Two vectors $u, v$ are such that $u, v$ have the same length if and only if the vectors $u+v, u-v$ are orthogonal.

The result follows from calculating $(u+v)\bullet (u-v)$ right away.

Taking $u=\overrightarrow{KW}, v=\overrightarrow{KZ}$ one has: $u+v=\overrightarrow{XW}$, and $u-v=\overrightarrow{YX}$, so the only possibility that your parallelogram is inscribed in a circle centred at $K$ is for it to be a rectangle.

I'm sure that you can draw a rhombus or some other parallelogram, and then find a convex quadrilateral so that it all fits your picture, then you'll have the desired counterexample. In fact, it suffices to take the above example in the figure and to apply an affine transformation which does not preserve angles!

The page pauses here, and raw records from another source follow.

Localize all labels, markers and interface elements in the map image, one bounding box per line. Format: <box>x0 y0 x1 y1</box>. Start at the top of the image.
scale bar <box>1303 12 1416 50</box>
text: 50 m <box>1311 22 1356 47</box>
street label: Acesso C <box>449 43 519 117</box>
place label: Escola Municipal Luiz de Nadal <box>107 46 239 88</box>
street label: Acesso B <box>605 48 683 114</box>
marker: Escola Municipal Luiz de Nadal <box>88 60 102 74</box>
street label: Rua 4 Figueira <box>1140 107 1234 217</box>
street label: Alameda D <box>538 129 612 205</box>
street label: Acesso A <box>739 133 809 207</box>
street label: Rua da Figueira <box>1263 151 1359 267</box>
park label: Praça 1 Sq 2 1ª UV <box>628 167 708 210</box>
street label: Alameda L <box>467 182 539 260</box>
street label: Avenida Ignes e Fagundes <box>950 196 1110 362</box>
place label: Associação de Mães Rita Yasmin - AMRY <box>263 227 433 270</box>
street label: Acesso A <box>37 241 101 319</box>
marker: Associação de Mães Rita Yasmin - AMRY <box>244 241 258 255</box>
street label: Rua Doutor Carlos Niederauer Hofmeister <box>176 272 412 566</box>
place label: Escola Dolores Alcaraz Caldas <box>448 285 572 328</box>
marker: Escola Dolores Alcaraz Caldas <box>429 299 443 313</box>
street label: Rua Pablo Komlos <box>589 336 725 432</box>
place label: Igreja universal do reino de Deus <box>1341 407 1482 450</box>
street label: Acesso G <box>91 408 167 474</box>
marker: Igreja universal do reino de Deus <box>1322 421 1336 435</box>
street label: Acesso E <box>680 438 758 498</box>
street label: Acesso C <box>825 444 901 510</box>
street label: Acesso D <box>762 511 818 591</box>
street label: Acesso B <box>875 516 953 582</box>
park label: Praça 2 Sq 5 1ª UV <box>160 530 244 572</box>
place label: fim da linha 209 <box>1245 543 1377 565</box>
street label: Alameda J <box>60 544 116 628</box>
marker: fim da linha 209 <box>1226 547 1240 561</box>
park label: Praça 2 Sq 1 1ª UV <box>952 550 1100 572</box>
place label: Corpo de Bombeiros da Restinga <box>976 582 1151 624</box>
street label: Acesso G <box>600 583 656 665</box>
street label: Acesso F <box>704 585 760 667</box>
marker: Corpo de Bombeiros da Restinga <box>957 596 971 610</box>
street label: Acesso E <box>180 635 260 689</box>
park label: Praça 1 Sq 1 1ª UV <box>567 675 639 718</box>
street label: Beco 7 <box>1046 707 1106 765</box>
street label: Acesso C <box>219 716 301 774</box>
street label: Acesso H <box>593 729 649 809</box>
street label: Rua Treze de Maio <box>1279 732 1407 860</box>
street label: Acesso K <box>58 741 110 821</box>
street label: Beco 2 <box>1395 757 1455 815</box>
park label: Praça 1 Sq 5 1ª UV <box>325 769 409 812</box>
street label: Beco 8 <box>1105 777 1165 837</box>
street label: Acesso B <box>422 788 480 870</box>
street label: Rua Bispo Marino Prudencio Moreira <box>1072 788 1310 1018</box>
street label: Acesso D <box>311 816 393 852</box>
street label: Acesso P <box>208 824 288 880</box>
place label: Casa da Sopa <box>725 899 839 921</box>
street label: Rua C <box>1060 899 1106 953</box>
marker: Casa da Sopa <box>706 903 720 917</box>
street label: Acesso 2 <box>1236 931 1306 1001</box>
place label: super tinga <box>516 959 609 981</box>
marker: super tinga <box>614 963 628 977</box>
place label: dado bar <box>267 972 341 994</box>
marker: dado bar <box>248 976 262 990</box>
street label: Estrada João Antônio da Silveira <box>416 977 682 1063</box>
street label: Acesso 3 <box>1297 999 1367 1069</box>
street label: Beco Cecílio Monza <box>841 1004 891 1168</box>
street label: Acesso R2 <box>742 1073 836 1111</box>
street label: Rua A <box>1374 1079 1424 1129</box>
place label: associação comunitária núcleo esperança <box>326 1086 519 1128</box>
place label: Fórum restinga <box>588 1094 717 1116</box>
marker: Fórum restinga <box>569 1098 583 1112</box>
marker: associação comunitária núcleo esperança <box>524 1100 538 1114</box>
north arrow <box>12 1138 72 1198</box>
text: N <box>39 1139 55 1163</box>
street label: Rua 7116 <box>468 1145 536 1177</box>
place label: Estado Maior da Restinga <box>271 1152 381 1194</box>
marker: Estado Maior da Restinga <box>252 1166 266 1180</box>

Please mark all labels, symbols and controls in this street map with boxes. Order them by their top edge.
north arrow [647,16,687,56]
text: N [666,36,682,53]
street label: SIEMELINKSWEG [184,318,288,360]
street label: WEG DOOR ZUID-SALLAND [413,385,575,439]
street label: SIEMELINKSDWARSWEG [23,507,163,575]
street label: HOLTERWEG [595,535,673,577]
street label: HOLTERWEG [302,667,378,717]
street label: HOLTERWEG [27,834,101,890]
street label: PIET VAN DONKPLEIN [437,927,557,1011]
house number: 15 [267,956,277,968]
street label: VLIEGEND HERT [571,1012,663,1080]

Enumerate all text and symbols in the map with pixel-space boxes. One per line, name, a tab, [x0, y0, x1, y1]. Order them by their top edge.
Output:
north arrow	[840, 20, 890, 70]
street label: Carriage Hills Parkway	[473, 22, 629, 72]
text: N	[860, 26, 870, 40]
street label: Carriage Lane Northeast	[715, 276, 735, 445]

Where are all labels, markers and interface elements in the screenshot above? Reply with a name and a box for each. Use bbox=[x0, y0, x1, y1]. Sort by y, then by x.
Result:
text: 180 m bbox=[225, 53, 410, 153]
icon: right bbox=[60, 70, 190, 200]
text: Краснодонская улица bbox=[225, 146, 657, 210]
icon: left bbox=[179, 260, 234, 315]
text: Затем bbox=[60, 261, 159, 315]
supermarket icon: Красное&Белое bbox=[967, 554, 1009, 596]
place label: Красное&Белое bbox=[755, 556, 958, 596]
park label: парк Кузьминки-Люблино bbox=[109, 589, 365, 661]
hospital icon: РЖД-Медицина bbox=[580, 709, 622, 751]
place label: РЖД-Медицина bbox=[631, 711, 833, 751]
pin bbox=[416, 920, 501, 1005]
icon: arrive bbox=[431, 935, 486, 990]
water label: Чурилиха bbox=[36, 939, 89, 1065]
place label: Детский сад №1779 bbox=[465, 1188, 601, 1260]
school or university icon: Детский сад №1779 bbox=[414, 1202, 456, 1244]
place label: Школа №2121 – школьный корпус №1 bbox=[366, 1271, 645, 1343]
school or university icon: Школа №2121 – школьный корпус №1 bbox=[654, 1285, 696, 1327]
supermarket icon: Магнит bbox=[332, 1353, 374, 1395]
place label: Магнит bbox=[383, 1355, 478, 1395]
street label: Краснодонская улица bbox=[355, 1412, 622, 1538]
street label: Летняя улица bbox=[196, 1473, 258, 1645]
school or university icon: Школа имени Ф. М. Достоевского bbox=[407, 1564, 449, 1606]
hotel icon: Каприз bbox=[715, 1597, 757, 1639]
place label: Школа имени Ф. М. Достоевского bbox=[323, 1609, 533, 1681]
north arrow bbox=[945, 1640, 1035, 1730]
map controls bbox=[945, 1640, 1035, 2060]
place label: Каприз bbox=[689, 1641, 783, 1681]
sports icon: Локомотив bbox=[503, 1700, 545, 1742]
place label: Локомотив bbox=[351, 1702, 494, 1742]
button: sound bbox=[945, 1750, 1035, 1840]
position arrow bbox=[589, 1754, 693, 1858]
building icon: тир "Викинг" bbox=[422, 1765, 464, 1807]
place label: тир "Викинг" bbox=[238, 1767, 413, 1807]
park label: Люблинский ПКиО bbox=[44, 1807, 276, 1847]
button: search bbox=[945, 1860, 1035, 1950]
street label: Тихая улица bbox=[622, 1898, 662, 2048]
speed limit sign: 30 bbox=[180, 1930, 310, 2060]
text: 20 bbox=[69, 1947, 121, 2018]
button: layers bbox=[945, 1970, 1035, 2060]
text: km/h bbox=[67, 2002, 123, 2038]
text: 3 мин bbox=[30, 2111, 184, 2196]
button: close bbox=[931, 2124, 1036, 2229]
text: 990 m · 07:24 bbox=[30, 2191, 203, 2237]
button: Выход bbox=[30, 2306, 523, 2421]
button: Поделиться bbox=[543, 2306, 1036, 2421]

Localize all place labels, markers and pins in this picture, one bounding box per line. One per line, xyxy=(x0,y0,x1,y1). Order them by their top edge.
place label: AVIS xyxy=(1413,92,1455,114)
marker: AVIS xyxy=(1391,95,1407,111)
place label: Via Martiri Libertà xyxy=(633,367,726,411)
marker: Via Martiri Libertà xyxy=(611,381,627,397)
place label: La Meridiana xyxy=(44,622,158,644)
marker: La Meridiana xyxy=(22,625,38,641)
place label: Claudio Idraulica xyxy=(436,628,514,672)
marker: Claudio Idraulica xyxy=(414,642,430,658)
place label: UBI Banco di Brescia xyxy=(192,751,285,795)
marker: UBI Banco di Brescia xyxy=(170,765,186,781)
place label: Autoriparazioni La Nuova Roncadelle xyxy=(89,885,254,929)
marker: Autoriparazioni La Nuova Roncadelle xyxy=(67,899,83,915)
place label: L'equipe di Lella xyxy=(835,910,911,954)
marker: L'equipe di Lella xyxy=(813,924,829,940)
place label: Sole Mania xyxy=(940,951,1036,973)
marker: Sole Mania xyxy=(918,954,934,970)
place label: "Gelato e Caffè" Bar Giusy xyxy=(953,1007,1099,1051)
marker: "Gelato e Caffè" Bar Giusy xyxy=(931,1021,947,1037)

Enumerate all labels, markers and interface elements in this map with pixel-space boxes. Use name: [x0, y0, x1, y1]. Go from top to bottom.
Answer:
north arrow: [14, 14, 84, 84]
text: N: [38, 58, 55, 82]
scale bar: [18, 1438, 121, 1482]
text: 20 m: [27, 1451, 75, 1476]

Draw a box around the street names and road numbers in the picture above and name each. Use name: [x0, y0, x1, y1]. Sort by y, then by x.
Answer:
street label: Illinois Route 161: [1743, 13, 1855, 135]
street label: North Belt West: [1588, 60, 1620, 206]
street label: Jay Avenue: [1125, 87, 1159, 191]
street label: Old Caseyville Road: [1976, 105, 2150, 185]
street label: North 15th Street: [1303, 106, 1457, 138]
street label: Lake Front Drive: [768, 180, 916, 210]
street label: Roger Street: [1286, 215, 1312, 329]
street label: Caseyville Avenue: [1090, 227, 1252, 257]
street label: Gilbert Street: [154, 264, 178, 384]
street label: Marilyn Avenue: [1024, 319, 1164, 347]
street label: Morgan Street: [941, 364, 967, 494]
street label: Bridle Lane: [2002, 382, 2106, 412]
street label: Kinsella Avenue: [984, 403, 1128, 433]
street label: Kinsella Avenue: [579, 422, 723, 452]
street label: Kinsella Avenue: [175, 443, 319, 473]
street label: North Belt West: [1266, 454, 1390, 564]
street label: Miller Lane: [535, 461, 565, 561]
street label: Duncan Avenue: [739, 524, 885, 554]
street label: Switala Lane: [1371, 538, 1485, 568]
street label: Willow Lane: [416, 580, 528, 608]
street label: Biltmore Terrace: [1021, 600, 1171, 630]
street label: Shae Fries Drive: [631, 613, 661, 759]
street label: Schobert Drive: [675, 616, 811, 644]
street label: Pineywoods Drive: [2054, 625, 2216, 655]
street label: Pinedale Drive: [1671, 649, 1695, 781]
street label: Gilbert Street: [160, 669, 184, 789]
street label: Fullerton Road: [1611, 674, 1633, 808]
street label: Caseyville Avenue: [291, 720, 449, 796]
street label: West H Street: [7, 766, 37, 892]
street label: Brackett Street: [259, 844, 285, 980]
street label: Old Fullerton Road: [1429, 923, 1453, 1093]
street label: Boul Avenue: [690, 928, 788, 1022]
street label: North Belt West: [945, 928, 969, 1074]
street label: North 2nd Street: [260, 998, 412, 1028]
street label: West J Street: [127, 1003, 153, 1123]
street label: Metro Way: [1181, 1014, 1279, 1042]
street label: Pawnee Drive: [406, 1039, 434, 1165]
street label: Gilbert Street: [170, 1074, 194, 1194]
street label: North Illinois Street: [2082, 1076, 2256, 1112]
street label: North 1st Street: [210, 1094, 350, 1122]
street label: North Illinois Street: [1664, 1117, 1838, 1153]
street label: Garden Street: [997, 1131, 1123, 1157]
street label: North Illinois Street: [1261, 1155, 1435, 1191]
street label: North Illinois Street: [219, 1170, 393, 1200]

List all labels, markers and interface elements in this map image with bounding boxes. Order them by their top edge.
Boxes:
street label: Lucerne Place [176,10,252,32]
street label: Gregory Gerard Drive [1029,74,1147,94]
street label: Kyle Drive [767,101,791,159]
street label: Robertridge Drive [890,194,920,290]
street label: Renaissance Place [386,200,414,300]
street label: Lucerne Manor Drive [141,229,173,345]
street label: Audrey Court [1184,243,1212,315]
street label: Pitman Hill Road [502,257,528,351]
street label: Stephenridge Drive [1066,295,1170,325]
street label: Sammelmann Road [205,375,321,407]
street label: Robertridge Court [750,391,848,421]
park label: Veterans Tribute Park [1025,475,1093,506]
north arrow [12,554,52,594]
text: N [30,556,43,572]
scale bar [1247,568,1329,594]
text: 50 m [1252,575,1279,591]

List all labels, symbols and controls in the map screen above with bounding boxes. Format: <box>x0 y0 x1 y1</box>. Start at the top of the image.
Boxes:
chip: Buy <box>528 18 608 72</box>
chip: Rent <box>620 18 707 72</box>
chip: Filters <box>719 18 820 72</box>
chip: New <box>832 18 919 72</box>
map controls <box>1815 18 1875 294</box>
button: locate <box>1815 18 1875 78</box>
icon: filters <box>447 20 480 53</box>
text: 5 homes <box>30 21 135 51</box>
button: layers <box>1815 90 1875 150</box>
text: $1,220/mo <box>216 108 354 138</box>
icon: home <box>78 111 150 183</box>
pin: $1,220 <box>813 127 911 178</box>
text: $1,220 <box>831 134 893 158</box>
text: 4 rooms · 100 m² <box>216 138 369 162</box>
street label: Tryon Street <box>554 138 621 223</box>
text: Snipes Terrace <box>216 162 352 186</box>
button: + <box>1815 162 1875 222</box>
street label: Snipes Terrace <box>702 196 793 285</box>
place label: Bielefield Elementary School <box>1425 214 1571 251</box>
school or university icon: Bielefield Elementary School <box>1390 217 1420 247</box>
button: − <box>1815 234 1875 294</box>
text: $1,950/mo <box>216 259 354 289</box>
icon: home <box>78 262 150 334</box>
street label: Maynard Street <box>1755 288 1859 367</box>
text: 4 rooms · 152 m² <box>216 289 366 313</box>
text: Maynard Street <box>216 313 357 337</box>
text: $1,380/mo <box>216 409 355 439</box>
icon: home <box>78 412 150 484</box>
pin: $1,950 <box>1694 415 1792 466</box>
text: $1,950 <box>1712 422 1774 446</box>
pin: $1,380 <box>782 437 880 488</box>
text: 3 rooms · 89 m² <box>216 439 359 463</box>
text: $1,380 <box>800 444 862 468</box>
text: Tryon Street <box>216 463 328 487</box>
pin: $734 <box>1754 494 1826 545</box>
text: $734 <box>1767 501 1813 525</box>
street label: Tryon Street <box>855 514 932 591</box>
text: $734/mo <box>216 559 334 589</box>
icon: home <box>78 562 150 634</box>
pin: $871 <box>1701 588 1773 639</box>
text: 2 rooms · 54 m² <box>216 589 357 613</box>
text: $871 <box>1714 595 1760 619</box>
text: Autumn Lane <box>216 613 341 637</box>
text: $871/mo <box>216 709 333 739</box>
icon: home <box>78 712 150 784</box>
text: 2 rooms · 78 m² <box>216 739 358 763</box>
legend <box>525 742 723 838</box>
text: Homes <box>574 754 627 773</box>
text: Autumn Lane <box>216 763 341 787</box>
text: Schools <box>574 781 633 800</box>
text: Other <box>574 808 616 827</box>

The proof that your figure is a parallelogram uses simply baricentric coordinates, or vectors, so it is an affine concept which is therefore preserved by affine transformations, which in coordinates have the form

$$x'=ax+by+e, y'=cx+dy+f,$$

but the condition that the figure be a rectangle is easily broken by a convenient affine transformation, if we place the axes so that none of them is parallel to the sides of your rectangle and then take, say $x'=3x, y'=y.$

Addition: It is known that for every two bases of $\mathbb{R}$, $u, v$ and $u', v'$, there is a $2\times 2$-matrix $A$ such that $Au=u', Av=v'.$

This clearly means that we can send two perpendicular vectors to a non-perpendicular pair holding an arbitrary angle between them. Hence, the affine-geometric construction shown will certainly have an arbitrary angle between vectors $u, v$ defined as above.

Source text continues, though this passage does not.